Mirrors have long been a potent symbol for reflection, interiority, and self-awareness, and we can only imagine what kind of metaphysical resonances these looking glasses might have had for the eighteenth- and nineteenth-century inhabitants of the Porter-Phelps-Huntington house.[vii] Other pieces of evidence, however, provide us with clues that the home’s residents particularly valued contemplation and introspection. For instance, the very architecture of the house was designed to construct spaces for quiet meditation. Organized with rooms branching off of a central hall rather than clustered around a central hearth, the house, according to Elizabeth Pendergast Carlisle, “creates private spaces that invite withdrawal and reflection: their separation from clearly defined work spaces fosters other activities: writing, reading, and meditation, the latter two encouraged from the pulpit in Calvinist New England” (13). Such spiritual reflection is evident in the diary that Elizabeth Porter Phelps (1747-1817) kept from the age of 16. In an entry from November 23, 1800, written the week of her birthday around the time that her husband Charles would have purchased the neoclassical looking glasses, Elizabeth writes, “Wednesday fifty three years have I seen thro the sparing mercy of God. Tis pleasant to take a retrospective view of my past life, how many mercies, truly ‘tis all mercy—the whole has been goodness & faithfulness but still O God my eyes are unto Thee.” Shining a mirror on her past fifty-three years, Elizabeth takes a “retrospective view” of her life through the eyes of her Calvinist faith.

Over two centuries of history reflect back at us through the mirrors that remain on the Porter-Phelps-Huntington house’s walls to this day, and these artifacts merit further research. The Museum’s rare and valuable looking glasses surely have much more to tell us about changing decorative styles, global circulation of raw and manufactured goods, American purchasing patterns, and shifting definitions of selfhood in Federalist New England.





  •  Barquist, David L. “American Looking Glasses in the Neoclassical Style, 1780-1815.” The Magazine Antiques 141.2 (February 1992): 320-31.
  •  Carlisle, Elizabeth Pendergast. Earthbound and Heavenbent: Elizabeth Porter Phelps and Life at Forty Acres (1747-1817). New York: Scribner, 2004.
  • Hutchins, Catherine E., ed.
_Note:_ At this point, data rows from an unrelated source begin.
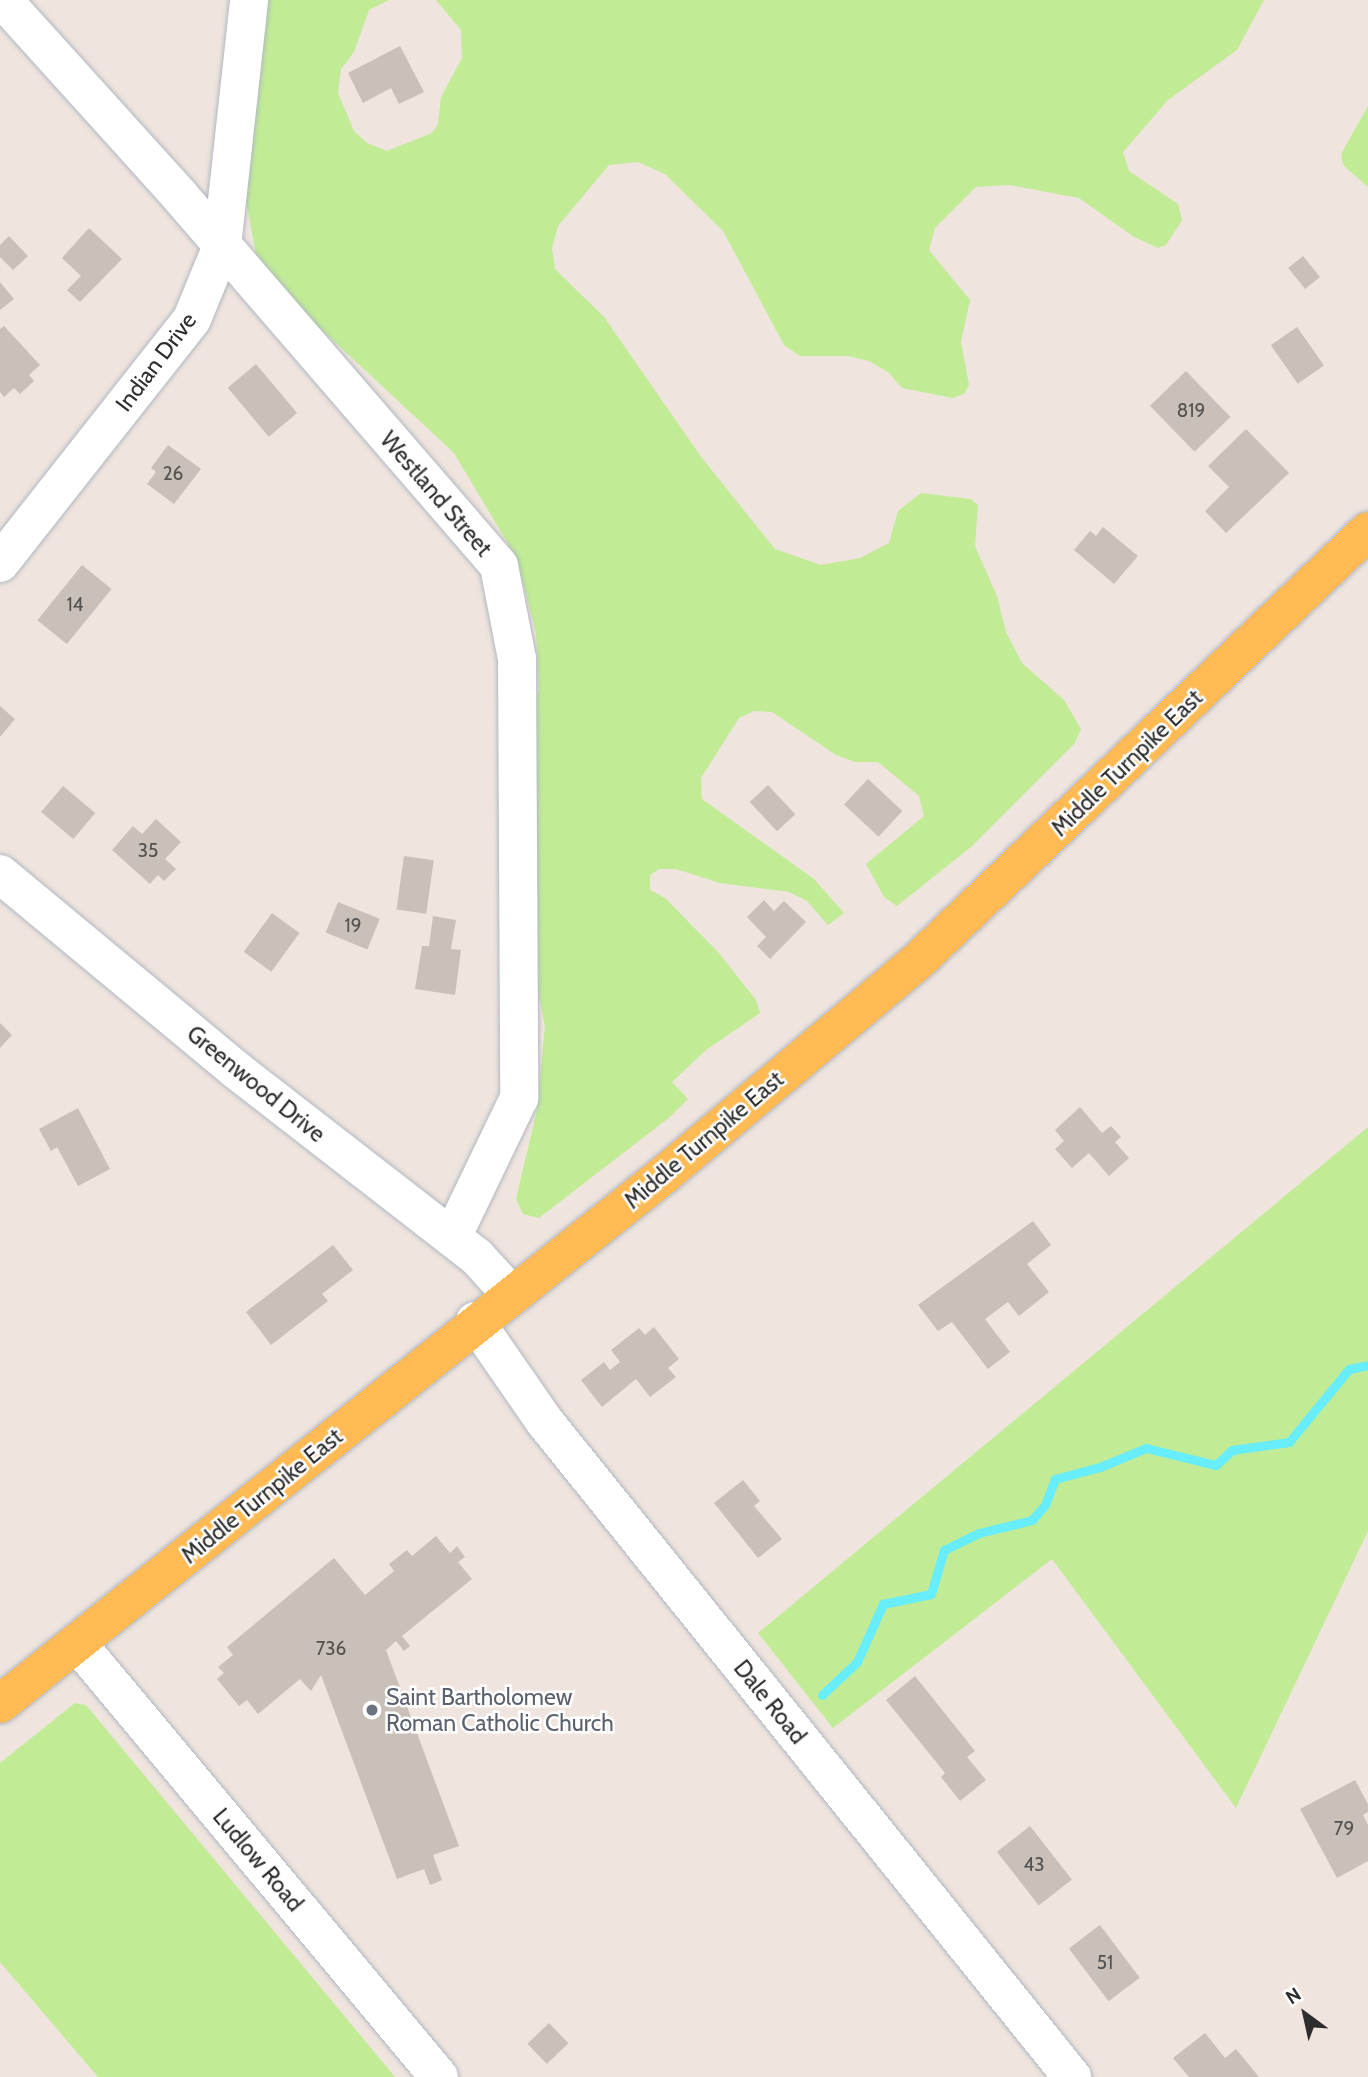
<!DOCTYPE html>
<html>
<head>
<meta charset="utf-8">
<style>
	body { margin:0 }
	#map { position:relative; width:1368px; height:2077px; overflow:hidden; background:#efe5de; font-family:Cabin,sans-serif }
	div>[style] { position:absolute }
	.green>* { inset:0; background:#c1eb95 }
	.stream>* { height:9px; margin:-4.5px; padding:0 4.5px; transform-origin:4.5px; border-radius:4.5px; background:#67edfb }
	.building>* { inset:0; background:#c8c0b9; transform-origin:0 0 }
	.roads { filter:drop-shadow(0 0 2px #b2b7c1) drop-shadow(0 0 2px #b2b7c1) }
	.minor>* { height:38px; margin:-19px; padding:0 19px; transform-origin:19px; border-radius:19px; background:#fff }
	.major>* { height:38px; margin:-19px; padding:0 19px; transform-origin:19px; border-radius:19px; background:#ffba53 }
	.dots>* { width:19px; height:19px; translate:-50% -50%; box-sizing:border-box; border:4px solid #fff; border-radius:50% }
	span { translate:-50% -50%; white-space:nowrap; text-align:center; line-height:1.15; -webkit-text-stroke:5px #fff; paint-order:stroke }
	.number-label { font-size:19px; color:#545250 }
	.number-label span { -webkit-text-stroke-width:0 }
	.street-label { font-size:23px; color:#2d2d2d }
	.worship-label { font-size:23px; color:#5b616d }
	.left { translate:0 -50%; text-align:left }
	.north { position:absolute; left:1270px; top:1979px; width:70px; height:70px; -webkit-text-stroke:5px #fff; paint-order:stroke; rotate:327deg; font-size:19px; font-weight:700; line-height:28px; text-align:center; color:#2d2d2d }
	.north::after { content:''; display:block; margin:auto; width:24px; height:32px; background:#2d2d2d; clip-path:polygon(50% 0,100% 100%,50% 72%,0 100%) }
</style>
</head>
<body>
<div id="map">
	<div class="green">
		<div style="clip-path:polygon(268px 0,389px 0,369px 10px,354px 52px,341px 69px,338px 93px,354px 131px,367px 143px,387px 151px,432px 133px,438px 124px,441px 97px,462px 58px,461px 30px,436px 0,1264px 0,1237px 50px,1168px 100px,1123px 152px,1129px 171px,1178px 204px,1182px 220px,1166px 245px,1158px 248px,1134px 237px,1079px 198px,1009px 185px,976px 187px,935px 228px,929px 250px,970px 300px,961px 342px,969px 385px,964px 394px,953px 398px,902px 388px,888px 372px,869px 361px,848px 356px,800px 356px,784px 345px,723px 231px,665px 174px,638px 162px,609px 165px,558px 226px,552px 248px,555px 269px,604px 317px,702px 458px,775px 549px,821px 565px,860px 558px,889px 543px,898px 511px,921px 493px,971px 499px,978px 505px,975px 546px,997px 596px,1006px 632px,1022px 663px,1064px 700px,1081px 729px,1074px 744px,971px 847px,897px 906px,884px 897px,866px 864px,924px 816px,919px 796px,878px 762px,855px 762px,836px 755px,772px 712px,754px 711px,739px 718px,701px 778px,702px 799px,814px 879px,844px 913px,828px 925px,807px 901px,789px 892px,720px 883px,676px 869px,659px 869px,650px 875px,650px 890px,665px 898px,719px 953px,756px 1000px,760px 1013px,706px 1050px,672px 1082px,688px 1099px,670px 1117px,539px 1218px,523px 1214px,516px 1199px,537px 1110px,545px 1026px,532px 961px,527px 742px,539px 688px,536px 632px,516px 557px,454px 453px,294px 304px,256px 254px,246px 201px)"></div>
		<div style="clip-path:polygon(1368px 106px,1368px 187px,1343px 165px,1341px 154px)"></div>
		<div style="clip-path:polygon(1368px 1127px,1368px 1531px,1236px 1808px,1052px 1559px,833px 1728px,758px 1633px)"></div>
		<div style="clip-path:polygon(75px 1703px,86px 1705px,395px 2077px,98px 2077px,0 1962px,0 1763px)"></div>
	</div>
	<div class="stream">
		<div style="left:822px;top:1695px;width:48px;rotate:-43.3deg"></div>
		<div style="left:857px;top:1662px;width:64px;rotate:-65.9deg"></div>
		<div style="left:883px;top:1604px;width:49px;rotate:-11.8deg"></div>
		<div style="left:931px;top:1594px;width:46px;rotate:-73.5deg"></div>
		<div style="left:944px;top:1550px;width:39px;rotate:-26deg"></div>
		<div style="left:979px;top:1533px;width:55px;rotate:-13.8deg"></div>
		<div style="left:1032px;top:1520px;width:20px;rotate:-49deg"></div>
		<div style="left:1045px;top:1505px;width:28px;rotate:-69deg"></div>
		<div style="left:1055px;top:1479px;width:47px;rotate:-14.9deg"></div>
		<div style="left:1100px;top:1467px;width:50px;rotate:-22.4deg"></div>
		<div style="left:1146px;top:1448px;width:72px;rotate:13.7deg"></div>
		<div style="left:1216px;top:1465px;width:22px;rotate:-43deg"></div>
		<div style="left:1232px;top:1450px;width:58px;rotate:-8deg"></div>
		<div style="left:1289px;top:1442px;width:94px;rotate:-50.6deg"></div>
		<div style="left:1349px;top:1369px;width:19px;rotate:-12deg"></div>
	</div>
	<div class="building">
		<div style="clip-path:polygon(400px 46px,424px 92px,399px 104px,391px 88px,363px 103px,348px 73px)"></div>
		<div style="clip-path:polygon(89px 228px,122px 259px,80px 302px,67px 290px,81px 276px,62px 258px)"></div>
		<div style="clip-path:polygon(9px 236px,28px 256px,13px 270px,0 257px,0 245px)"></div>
		<div style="left:1303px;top:256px;width:27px;height:19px;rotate:51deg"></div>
		<div style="clip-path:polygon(0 282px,14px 299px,0 310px)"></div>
		<div style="clip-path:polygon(4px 326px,40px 365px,29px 375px,34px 381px,20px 394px,14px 388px,4px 397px,0 392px,0 329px)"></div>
		<div style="left:1297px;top:327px;width:47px;height:32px;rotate:55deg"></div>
		<div style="left:256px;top:364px;width:64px;height:37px;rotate:50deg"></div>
		<div style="left:1186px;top:371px;width:64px;height:50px;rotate:46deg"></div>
		<div style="clip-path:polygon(1246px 429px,1289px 473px,1226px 533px,1205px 511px,1229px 487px,1208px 466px)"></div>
		<div style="clip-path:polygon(168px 445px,201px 469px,174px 504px,147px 484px,156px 472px,151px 468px)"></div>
		<div style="clip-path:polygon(1103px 527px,1138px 556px,1114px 584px,1074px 550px,1090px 531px,1096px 536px)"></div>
		<div style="left:82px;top:565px;width:38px;height:71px;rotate:39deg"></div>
		<div style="clip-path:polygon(0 706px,15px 719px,0 737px)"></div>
		<div style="left:868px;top:779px;width:47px;height:35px;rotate:43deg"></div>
		<div style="left:768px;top:785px;width:40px;height:25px;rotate:47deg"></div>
		<div style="left:63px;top:786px;width:42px;height:34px;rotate:40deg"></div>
		<div style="clip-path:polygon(156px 819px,181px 842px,165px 859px,176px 869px,164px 881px,158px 875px,150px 884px,112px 850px,133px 826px,142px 834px)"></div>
		<div style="left:404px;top:856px;width:30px;height:54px;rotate:8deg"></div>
		<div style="clip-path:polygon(764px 900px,774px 911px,784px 901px,806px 922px,770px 959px,757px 946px,766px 937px,747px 917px)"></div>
		<div style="left:338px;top:902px;width:45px;height:33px;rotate:22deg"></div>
		<div style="left:272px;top:913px;width:34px;height:48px;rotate:36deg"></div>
		<div style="clip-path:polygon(433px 916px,456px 920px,451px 949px,461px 950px,455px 995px,415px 989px,422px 946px,429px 946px)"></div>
		<div style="clip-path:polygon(0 1023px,12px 1035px,0 1048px)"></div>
		<div style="clip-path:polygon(1080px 1107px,1102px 1133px,1111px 1126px,1121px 1137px,1115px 1142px,1129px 1158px,1109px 1176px,1089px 1153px,1072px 1168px,1055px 1149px,1064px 1141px,1055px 1130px)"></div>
		<div style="clip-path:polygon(78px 1108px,110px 1169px,78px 1186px,57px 1147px,51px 1151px,39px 1129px)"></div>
		<div style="clip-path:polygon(1033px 1221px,1051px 1245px,1027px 1264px,1049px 1292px,1019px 1316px,1008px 1302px,985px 1319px,1010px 1352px,988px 1369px,952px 1322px,938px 1331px,918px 1305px)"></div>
		<div style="clip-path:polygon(333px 1245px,353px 1270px,322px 1294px,328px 1301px,271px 1345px,246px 1312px)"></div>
		<div style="clip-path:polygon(654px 1327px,679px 1359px,668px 1368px,676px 1377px,650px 1397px,636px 1379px,602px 1407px,581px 1380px,604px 1362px,610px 1370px,620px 1362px,611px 1350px,639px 1328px,645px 1335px)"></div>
		<div style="clip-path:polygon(743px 1480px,760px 1501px,754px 1506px,782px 1539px,758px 1558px,714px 1503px)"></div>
		<div style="clip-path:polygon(436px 1536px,450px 1553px,457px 1546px,465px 1557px,458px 1562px,472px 1579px,402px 1636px,410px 1646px,404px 1651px,396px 1641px,386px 1650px,459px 1846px,433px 1855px,442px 1880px,430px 1885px,424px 1869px,397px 1879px,321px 1675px,311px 1691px,300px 1679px,258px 1714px,247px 1700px,239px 1706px,217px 1679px,224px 1673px,218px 1667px,233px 1655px,227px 1647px,334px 1558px,365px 1595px,394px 1571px,389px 1564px,407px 1550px,412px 1556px)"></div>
		<div style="clip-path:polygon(915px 1676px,975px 1751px,967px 1757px,986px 1780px,960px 1801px,941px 1777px,945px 1773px,886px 1700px)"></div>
		<div style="clip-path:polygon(1355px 1780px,1368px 1804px,1368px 1812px,1363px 1815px,1368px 1825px,1368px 1861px,1337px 1878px,1300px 1809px)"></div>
		<div style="left:1030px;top:1826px;width:68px;height:42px;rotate:52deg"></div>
		<div style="left:1100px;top:1925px;width:66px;height:39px;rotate:53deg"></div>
		<div style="left:549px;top:2023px;width:28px;height:30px;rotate:46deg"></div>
		<div style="clip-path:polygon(1205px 2033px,1225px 2058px,1236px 2049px,1259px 2077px,1189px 2077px,1173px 2058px)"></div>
	</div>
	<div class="roads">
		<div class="minor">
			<div style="left:3px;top:0;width:263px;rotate:47.9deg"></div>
			<div style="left:179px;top:195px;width:490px;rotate:49.2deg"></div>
			<div style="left:499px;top:566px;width:95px;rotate:79deg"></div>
			<div style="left:517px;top:659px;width:439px;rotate:89.7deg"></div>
			<div style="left:519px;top:1098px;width:154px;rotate:115.7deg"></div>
			<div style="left:0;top:563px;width:310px;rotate:-51.8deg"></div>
			<div style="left:192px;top:319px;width:79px;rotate:-67.7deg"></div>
			<div style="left:222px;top:246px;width:247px;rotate:-83.7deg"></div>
			<div style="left:0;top:874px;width:307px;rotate:39.7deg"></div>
			<div style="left:236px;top:1070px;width:304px;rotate:37.8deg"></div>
			<div style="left:476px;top:1256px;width:52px;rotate:47.4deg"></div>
			<div style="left:475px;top:1321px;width:123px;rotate:55.3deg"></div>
			<div style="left:545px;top:1422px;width:841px;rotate:51.18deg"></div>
			<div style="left:77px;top:1643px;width:565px;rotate:50.17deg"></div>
		</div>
		<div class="major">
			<div style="left:0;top:1704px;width:850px;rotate:-38.55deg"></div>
			<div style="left:665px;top:1174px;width:328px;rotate:-40.1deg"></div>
			<div style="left:916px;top:963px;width:625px;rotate:-43.7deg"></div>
		</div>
	</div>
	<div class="dots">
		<div style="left:372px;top:1710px;background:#6b7280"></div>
	</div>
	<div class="number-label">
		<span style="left:1191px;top:411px">819</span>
		<span style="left:173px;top:474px">26</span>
		<span style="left:75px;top:605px">14</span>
		<span style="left:148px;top:851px">35</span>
		<span style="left:353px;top:926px">19</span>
		<span style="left:331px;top:1649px">736</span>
		<span style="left:1344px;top:1829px">79</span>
		<span style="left:1034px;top:1865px">43</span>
		<span style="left:1105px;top:1963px">51</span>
	</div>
	<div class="street-label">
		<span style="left:156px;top:362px;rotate:-53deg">Indian Drive</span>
		<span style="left:436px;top:494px;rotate:49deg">Westland Street</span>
		<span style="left:1127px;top:763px;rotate:-44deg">Middle Turnpike East</span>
		<span style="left:256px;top:1084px;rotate:39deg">Greenwood Drive</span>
		<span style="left:704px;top:1140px;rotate:-40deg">Middle Turnpike East</span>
		<span style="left:262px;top:1496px;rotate:-39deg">Middle Turnpike East</span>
		<span style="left:770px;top:1702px;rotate:51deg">Dale Road</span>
		<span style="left:258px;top:1860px;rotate:50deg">Ludlow Road</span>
	</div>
	<div class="worship-label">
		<span class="left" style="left:386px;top:1710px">Saint Bartholomew<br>Roman Catholic Church</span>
	</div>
	<div class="north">N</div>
</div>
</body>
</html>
American Federal Furniture and Decorative Arts from the Watson Collection. Columbus, Ga.: The Columbus Museum, 2004.
  • Melchior-Bonnet, Sabine. The Mirror: A History. New York: Routledge, 2001.
  • Quimby, Ian M. G., ed. American Family Treasures: Decorative Arts from the D.J. and Alice Shumway Nadeau Collection. Lexington, Mass.: National Heritage Museum, 2005.
  • Ward, Gerald W. R. and William N. Hosley, eds. The Great River: Art and Society of the Connecticut River Valley, 1635-1820. Hartford: Wadsworth Atheneum, 1985.


[i] See Sabine Melchior-Bonnet 26.

[ii] As Ian Quimby explains, “the preferred term for early American reflection furniture is looking glasses, rather than mirrors, for this is the term used in the eighteenth century” (79). Fore more about the provenance of the looking glasses, see Gerald Ward and William Hosley (270).

[iii] See David Barquist 322, 329.

[iv] See Barquist 325.

[v] Quimby, for instance, comments that “Of all the forms of early American furniture, looking glasses pose the most difficult problems when it comes to establishing their place of manufacture” (79).

[vi] See Catherine Hutchins 127.

[vii] For more on the shifting socio-historical valences of mirrors, see Melchior-Bonnet.